Source data
::::
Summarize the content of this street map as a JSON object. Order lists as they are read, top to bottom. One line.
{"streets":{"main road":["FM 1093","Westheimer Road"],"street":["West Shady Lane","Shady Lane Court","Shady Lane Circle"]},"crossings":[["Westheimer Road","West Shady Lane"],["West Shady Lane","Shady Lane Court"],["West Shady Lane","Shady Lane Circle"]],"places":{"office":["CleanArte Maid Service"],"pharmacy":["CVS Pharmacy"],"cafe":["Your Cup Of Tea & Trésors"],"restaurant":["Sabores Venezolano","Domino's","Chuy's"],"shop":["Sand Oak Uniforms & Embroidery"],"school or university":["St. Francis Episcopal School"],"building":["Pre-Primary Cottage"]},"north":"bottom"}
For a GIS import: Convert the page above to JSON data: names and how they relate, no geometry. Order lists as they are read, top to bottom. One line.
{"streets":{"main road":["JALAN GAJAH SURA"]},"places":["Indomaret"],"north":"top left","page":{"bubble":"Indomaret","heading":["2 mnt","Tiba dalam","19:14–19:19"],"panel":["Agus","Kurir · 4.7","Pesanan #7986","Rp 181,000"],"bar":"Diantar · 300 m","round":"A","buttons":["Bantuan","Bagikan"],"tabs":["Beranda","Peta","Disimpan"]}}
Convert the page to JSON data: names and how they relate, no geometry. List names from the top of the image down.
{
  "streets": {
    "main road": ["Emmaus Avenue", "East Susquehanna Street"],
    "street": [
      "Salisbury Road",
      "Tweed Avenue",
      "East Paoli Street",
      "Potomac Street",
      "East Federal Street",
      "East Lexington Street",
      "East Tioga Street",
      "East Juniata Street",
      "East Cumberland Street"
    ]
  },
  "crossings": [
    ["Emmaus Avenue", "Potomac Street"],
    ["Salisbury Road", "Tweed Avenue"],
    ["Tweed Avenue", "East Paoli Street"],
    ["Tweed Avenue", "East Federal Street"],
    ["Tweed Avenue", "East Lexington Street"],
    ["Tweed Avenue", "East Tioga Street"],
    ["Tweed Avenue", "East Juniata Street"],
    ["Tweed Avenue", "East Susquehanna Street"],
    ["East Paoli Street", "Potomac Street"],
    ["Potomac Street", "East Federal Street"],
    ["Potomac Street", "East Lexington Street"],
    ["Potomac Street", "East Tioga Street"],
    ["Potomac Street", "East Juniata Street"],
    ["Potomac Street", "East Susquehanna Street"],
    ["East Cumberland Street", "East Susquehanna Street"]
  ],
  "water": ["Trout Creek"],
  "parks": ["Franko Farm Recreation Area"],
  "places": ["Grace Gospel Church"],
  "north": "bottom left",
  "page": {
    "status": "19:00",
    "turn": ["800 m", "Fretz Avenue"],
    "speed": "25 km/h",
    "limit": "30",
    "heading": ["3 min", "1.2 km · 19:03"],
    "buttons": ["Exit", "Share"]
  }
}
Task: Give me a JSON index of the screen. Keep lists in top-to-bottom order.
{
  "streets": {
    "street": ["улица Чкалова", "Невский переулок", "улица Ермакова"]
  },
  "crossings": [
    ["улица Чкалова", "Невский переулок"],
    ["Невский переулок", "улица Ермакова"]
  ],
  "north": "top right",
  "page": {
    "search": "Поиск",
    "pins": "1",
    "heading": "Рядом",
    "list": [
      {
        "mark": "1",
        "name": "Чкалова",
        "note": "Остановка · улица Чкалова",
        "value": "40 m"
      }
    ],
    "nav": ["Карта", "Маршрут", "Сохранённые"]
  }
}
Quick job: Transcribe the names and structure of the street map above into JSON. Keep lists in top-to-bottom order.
::::
TASK TO COMPLETE: Copy each entry exactly.

YOUR SOLUTION:
Summarize the content of this street map as a JSON object. Order lists as they are read, top to bottom. One line.
{"streets":{"main road":["FM 1093","Westheimer Road"],"street":["West Shady Lane","Shady Lane Court","Shady Lane Circle"]},"crossings":[["Westheimer Road","West Shady Lane"],["West Shady Lane","Shady Lane Court"],["West Shady Lane","Shady Lane Circle"]],"places":{"office":["CleanArte Maid Service"],"pharmacy":["CVS Pharmacy"],"cafe":["Your Cup Of Tea & Trésors"],"restaurant":["Sabores Venezolano","Domino's","Chuy's"],"shop":["Sand Oak Uniforms & Embroidery"],"school or university":["St. Francis Episcopal School"],"building":["Pre-Primary Cottage"]},"north":"bottom"}
For a GIS import: Convert the page above to JSON data: names and how they relate, no geometry. Order lists as they are read, top to bottom. One line.
{"streets":{"main road":["JALAN GAJAH SURA"]},"places":["Indomaret"],"north":"top left","page":{"bubble":"Indomaret","heading":["2 mnt","Tiba dalam","19:14–19:19"],"panel":["Agus","Kurir · 4.7","Pesanan #7986","Rp 181,000"],"bar":"Diantar · 300 m","round":"A","buttons":["Bantuan","Bagikan"],"tabs":["Beranda","Peta","Disimpan"]}}
Convert the page to JSON data: names and how they relate, no geometry. List names from the top of the image down.
{
  "streets": {
    "main road": ["Emmaus Avenue", "East Susquehanna Street"],
    "street": [
      "Salisbury Road",
      "Tweed Avenue",
      "East Paoli Street",
      "Potomac Street",
      "East Federal Street",
      "East Lexington Street",
      "East Tioga Street",
      "East Juniata Street",
      "East Cumberland Street"
    ]
  },
  "crossings": [
    ["Emmaus Avenue", "Potomac Street"],
    ["Salisbury Road", "Tweed Avenue"],
    ["Tweed Avenue", "East Paoli Street"],
    ["Tweed Avenue", "East Federal Street"],
    ["Tweed Avenue", "East Lexington Street"],
    ["Tweed Avenue", "East Tioga Street"],
    ["Tweed Avenue", "East Juniata Street"],
    ["Tweed Avenue", "East Susquehanna Street"],
    ["East Paoli Street", "Potomac Street"],
    ["Potomac Street", "East Federal Street"],
    ["Potomac Street", "East Lexington Street"],
    ["Potomac Street", "East Tioga Street"],
    ["Potomac Street", "East Juniata Street"],
    ["Potomac Street", "East Susquehanna Street"],
    ["East Cumberland Street", "East Susquehanna Street"]
  ],
  "water": ["Trout Creek"],
  "parks": ["Franko Farm Recreation Area"],
  "places": ["Grace Gospel Church"],
  "north": "bottom left",
  "page": {
    "status": "19:00",
    "turn": ["800 m", "Fretz Avenue"],
    "speed": "25 km/h",
    "limit": "30",
    "heading": ["3 min", "1.2 km · 19:03"],
    "buttons": ["Exit", "Share"]
  }
}
Task: Give me a JSON index of the screen. Keep lists in top-to-bottom order.
{
  "streets": {
    "street": ["улица Чкалова", "Невский переулок", "улица Ермакова"]
  },
  "crossings": [
    ["улица Чкалова", "Невский переулок"],
    ["Невский переулок", "улица Ермакова"]
  ],
  "north": "top right",
  "page": {
    "search": "Поиск",
    "pins": "1",
    "heading": "Рядом",
    "list": [
      {
        "mark": "1",
        "name": "Чкалова",
        "note": "Остановка · улица Чкалова",
        "value": "40 m"
      }
    ],
    "nav": ["Карта", "Маршрут", "Сохранённые"]
  }
}
Quick job: Transcribe the names and structure of the street map above into JSON. Keep lists in top-to-bottom order.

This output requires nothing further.